Доктор дождался. Черепахи вернулись. Фильм перестал быть фильмом, но доктор не смог поделиться ни с кем победой. В душной тьме смотрового зала он на ощупь искал выхода, и вот уже которую вечность у него не получалось. Пациенты похоронили врача в штарнбергской земле. 29.07.79 — вряд ли доктор, всегда сомневавшийся в линейности человеческого времени и предрекавший большое банкротство не одним только банкам, но и календарям, всерьез отнесся бы к таким цифрам.

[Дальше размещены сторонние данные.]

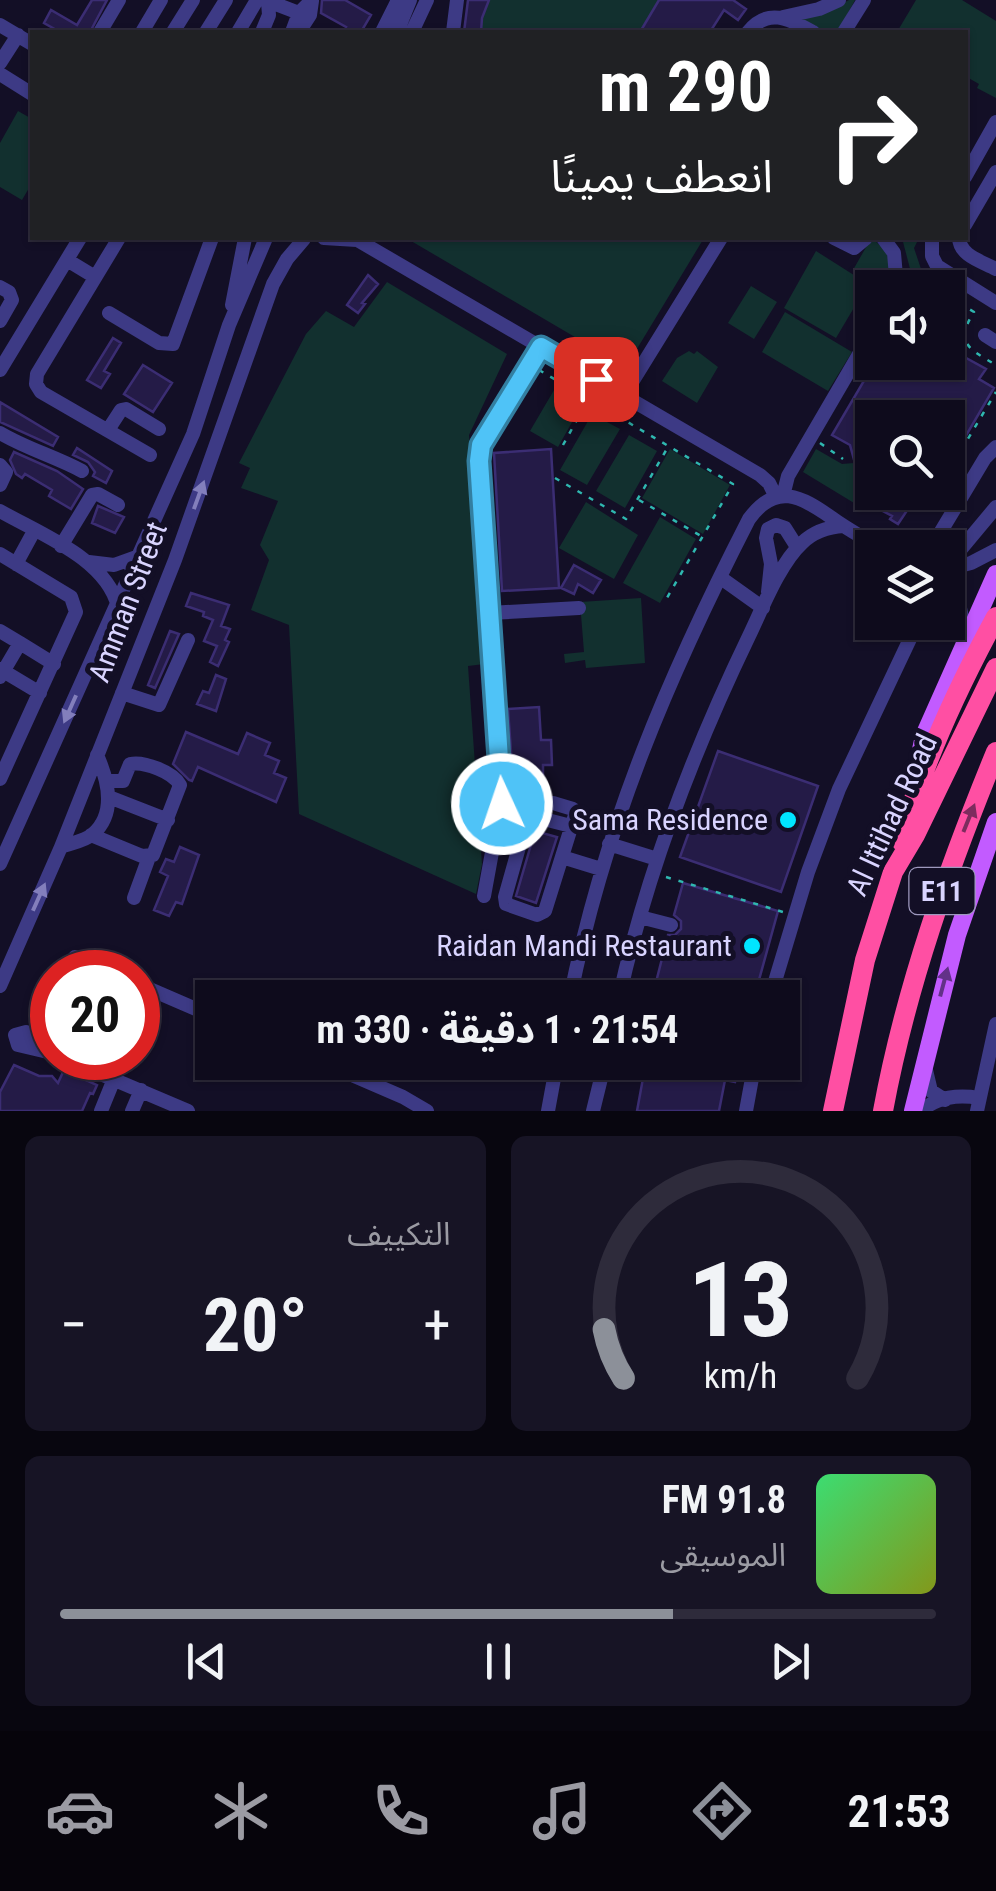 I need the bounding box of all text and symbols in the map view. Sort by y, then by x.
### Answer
text: 290 m [599,46,773,128]
icon: right [808,70,938,200]
text: انعطف يمينًا [550,150,773,203]
map controls [855,270,965,640]
button: sound [855,270,965,380]
pin [554,337,639,422]
icon: arrive [569,352,624,407]
button: search [855,400,965,510]
one-way arrow [192,479,207,509]
street label: Amman Street [81,517,174,687]
button: layers [855,530,965,640]
one-way arrow [62,694,78,724]
street label: Al Ittihad Road [839,729,944,901]
position arrow [450,752,554,856]
place label: Sama Residence [572,802,768,837]
one-way arrow [961,803,977,833]
marker: Sama Residence [777,809,799,831]
road number: E11 [910,868,974,914]
one-way arrow [31,882,47,912]
place label: Raidan Mandi Restaurant [436,928,732,963]
marker: Raidan Mandi Restaurant [741,935,763,957]
speed limit sign: 20 [30,950,160,1080]
one-way arrow [937,966,953,997]
text: 21:54 · 1 دقيقة · 330 m [316,1008,679,1052]
text: التكييف [347,1215,451,1253]
text: 13 [688,1240,793,1361]
text: 20° [203,1281,308,1369]
text: − [60,1293,88,1357]
text: + [423,1293,451,1357]
text: km/h [704,1355,778,1397]
text: 91.8 FM [662,1478,786,1522]
text: الموسيقى [660,1536,786,1574]
icon: previous [179,1634,234,1689]
icon: pause [471,1634,526,1689]
icon: next [763,1634,818,1689]
icon: car [45,1776,115,1846]
icon: climate [206,1776,276,1846]
icon: phone [366,1776,436,1846]
icon: music [527,1776,597,1846]
icon: directions [687,1776,757,1846]
text: 21:53 [848,1785,951,1838]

В его кабинете осталась раскрытой недочитанная книга Маргарет Мид «Любовь и стимул поведения простых народов». Книга о людях, живущих без греха частной собственности, о тех, кто знает — у всего, живого и мертвого, есть только один собственник, и он делает мертвое живым, а живое — мертвым по желанию. Остальные — арендаторы, отвечающие перед единственным собственником. «Главные черты горных аракшей — активная взаимопомощь, отсутствие конфликта поколений, отсутствие даже намека на ревность или зависть, отсутствие страха смерти».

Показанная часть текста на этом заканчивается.